Data for processing =>
=== Section Start ===
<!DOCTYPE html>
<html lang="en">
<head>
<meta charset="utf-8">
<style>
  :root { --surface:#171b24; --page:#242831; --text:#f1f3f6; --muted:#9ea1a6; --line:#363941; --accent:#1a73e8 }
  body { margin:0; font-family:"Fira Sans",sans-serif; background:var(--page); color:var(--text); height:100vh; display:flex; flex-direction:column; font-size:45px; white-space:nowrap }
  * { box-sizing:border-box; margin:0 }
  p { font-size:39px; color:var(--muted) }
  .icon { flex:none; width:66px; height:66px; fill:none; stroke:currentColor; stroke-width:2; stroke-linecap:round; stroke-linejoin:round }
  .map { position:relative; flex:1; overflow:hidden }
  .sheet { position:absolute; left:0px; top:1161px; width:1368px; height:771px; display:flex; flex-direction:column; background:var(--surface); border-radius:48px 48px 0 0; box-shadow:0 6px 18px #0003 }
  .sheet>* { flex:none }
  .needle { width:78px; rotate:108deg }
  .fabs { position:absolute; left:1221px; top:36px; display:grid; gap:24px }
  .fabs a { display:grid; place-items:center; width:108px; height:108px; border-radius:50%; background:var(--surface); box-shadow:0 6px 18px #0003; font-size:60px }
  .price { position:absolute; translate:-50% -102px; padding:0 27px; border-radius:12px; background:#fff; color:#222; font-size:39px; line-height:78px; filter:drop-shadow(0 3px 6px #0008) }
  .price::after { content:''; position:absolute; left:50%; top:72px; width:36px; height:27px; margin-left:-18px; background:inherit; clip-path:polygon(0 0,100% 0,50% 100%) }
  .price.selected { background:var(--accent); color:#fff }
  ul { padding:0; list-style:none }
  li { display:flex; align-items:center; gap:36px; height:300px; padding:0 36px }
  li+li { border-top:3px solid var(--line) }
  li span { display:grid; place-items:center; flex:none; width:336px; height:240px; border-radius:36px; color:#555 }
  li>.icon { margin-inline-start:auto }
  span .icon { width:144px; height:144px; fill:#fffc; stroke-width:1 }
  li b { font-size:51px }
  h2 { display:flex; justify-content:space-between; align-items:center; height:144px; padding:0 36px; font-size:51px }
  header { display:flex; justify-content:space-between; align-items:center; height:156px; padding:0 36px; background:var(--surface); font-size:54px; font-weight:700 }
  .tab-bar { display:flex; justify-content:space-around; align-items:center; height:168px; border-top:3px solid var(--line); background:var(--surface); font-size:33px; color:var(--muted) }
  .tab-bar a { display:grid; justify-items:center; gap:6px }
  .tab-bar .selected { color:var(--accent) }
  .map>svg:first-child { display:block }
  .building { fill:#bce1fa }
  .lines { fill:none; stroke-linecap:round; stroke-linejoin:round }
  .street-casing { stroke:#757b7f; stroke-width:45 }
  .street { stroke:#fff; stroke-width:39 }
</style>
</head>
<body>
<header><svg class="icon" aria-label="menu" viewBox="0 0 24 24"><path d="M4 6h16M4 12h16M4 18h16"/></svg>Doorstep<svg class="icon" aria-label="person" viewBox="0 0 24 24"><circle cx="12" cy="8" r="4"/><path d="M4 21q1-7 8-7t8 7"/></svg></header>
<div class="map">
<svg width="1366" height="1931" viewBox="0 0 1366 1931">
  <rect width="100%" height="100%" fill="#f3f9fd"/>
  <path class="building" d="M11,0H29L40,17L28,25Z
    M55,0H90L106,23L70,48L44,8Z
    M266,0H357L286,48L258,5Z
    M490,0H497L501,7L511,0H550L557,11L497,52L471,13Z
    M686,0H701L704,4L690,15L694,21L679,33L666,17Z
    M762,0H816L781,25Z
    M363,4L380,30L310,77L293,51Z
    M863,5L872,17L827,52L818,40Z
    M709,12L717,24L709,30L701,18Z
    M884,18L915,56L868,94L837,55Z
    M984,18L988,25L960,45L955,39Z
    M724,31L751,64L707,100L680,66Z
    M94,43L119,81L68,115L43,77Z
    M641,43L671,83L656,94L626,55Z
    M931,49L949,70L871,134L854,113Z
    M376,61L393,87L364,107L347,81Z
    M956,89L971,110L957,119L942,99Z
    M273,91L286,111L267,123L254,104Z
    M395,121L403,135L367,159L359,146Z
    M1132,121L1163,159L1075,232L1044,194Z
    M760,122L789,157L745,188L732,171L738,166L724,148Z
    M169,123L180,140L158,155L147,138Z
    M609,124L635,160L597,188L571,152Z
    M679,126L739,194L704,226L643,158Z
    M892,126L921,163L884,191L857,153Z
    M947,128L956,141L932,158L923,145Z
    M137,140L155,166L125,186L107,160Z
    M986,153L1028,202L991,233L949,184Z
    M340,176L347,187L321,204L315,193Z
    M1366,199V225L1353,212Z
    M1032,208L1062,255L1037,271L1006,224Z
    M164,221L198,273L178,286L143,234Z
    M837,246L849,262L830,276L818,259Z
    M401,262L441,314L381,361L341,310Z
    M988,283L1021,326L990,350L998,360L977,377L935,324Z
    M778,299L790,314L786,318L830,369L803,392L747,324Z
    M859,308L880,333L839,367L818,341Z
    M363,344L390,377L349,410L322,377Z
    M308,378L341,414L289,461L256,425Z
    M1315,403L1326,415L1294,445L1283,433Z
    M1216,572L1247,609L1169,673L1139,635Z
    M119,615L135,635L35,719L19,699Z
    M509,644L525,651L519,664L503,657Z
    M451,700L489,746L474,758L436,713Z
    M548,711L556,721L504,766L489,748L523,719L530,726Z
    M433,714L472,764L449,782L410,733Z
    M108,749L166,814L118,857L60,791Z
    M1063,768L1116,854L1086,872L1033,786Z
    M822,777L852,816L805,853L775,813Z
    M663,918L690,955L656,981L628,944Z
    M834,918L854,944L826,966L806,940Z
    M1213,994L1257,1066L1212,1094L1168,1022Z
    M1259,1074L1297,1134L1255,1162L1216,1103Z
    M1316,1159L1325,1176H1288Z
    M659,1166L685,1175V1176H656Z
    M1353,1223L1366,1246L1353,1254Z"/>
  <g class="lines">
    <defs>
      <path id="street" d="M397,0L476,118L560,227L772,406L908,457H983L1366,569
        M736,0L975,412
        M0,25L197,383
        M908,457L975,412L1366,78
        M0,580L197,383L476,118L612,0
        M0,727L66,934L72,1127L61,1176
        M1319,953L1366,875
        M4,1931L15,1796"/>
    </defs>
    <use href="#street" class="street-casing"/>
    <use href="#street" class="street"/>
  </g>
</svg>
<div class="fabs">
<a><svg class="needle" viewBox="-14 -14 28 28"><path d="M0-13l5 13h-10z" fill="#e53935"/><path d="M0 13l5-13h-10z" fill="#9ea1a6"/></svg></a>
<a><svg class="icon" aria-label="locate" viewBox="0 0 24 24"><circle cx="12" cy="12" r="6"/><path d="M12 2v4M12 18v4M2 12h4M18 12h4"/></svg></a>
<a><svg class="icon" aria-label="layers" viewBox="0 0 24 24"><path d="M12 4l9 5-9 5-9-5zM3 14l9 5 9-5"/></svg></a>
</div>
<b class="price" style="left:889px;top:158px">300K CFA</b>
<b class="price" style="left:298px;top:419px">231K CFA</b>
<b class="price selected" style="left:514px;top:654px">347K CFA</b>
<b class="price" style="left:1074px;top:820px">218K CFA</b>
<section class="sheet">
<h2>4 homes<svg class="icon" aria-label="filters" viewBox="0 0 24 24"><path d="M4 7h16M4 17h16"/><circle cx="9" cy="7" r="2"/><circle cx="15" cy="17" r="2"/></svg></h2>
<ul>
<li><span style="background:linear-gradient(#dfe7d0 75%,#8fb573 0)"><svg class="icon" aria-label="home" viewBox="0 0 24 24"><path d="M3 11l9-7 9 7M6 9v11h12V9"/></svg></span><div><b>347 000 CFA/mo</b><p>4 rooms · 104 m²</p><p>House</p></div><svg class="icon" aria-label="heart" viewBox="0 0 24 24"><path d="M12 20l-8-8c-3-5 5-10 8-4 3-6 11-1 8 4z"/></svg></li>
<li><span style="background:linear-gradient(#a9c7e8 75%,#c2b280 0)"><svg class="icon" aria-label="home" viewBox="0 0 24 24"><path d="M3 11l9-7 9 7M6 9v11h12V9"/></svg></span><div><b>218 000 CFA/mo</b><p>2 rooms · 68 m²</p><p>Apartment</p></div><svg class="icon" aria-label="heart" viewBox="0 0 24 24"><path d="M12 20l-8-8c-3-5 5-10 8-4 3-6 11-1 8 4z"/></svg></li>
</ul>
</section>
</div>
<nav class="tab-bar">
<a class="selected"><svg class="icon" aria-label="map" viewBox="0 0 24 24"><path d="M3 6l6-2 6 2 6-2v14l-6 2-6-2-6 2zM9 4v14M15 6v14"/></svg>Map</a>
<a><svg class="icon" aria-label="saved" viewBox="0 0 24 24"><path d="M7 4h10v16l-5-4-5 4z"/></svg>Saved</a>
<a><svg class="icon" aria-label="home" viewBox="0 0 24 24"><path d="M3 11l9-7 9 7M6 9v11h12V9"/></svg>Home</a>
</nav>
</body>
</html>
=== Section End ===
Task requirements =>
Scan the records above for the string "linejoin", then copy each line where it turns up.

Problem solution =>
  .icon { flex:none; width:66px; height:66px; fill:none; stroke:currentColor; stroke-width:2; stroke-linecap:round; stroke-linejoin:round }
  .lines { fill:none; stroke-linecap:round; stroke-linejoin:round }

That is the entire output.